By 1970, El Tor cholera had reached the Arabian Peninsula, Syria and Jordan, and to a lesser degree, in Israel (Cohen et al., 1971). The seventh pandemic was in sub-Saharan West Africa in early 1970, causing explosive epidemics as a result of more than 400 000 cases of high mortality, attributed mainly a lack of background immunity of the population, and lack of healthcare infrastructures (Goodgame et al., 1975). During this epidemic, cholera invaded the coast and the interior through waterways and continued to spread to the interior of the Sahel countries by land to travel to nomadic tribes. During the 1970 cholera epidemic, 28 were newly affected were reported and 16 are in Africa (Kaper et al., 1995).

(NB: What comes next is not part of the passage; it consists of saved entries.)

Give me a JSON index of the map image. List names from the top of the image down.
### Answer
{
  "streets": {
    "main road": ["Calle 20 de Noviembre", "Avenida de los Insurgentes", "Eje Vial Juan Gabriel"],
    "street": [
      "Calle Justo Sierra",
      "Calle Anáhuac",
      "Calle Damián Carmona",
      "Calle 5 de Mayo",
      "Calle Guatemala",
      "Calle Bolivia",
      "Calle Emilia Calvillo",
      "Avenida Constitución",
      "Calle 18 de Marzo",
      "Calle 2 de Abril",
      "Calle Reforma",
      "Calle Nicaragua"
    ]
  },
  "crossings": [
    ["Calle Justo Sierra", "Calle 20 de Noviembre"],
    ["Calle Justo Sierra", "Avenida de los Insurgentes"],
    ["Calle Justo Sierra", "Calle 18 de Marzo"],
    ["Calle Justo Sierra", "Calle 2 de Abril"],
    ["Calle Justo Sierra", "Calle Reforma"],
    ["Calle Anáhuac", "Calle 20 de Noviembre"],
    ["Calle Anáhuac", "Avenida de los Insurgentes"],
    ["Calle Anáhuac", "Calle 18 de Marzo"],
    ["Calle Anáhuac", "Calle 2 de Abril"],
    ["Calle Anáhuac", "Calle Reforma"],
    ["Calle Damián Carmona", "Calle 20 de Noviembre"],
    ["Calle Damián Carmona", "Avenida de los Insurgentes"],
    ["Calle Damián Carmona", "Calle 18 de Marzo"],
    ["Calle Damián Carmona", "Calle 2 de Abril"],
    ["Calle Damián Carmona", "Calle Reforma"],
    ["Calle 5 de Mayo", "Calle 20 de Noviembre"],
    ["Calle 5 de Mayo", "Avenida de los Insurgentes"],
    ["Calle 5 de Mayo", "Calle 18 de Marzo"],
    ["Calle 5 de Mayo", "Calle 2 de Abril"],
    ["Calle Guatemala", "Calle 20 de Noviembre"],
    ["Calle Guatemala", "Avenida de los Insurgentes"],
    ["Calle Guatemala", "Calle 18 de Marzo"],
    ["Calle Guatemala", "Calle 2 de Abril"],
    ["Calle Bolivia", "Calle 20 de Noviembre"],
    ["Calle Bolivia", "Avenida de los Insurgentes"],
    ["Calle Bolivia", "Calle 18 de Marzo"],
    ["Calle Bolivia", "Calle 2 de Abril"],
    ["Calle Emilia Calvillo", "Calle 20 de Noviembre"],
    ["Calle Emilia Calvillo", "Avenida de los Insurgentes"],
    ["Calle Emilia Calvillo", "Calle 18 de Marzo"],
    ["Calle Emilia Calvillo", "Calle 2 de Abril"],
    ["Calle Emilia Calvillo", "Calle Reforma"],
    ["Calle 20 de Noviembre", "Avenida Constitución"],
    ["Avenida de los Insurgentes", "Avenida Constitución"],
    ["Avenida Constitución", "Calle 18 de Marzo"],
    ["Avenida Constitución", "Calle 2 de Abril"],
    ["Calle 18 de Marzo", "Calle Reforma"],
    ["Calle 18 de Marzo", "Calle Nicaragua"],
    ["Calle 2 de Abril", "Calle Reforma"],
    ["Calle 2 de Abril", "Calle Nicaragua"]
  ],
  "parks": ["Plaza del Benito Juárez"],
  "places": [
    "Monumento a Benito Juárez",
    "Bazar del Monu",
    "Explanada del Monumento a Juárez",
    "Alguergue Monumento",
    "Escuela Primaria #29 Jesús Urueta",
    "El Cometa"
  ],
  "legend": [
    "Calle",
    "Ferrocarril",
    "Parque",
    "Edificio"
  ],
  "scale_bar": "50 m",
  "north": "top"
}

In South America, the seventh pandemic which began in Peru in January 1991 caused a return of cholera to the continent after more than a century in an explosive epidemic (Levine, 1991) (Ries et al., 1992). Subsequently, neighboring Ecuador and Colombia also reported cholera epidemic. In each of these countries were people of low socio-economic status, lack of clean water and sanitation, the most affected (Pan American Health Organization, 1991). In April 1991 a small outbreak was reported in Santiago, the capital of Chile (Levine, 1991). Cholera then invaded more countries in South and Central America along the Pacific coast. The Pan American Health Organization estimated that during 1991 and 1992 there were 750,000 cases of cholera and 6,500 deaths in the Americas (Pan American Health Organization, 1991).
Recently, the July 1994 outbreak in Goma, Zaire, (Siddique, 1995), is considered one of the worst outbreaks in recent history. Nearly a million people were displaced to Zaire and sheltered in refugee camps as a result of Conflicts between tribes in neighboring Rwanda. Outbreak of cholera in refugee camps affected by poverty caused an estimated 12,000 deaths among Rwandan refugees during a period of three weeks (Siddique, 1995). The seventh pandemic was active causing seasonal outbreaks in several developing countries. However, in 1992, V. cholerae belonging to serogroup non-O1 (now known as O139) caused massive epidemics of cholera in Bangladesh and India and spread to other countries, which could represent the beginning of the eighth pandemic
John Snow achievement was based on the logical organization of his remarks. He recognized a natural experiment, and its quantitative approach to the analysis of the occurrence of disease in human populations, which is actually a summary of the views of modern epidemiology. It has been over a century and a half since Dr. Snow had published his findings. And in spite the medical and epidemiological advancement in combating the disease, yet, the threat of cholera remains very real and cholera continues to be a global threat to public health and an important indicator of the lack of social development, especially in developing countries which suffer from lack of access to drinking water and lack of sanitation. The disease continues to challenge the increasing proportion of vulnerable populations living in unsanitary conditions, such as slums and refugee camps. The treatment centers and water purification units in poor nations are only interim measures, and steady decline in the spread of the illness should not be seen as a complete victory.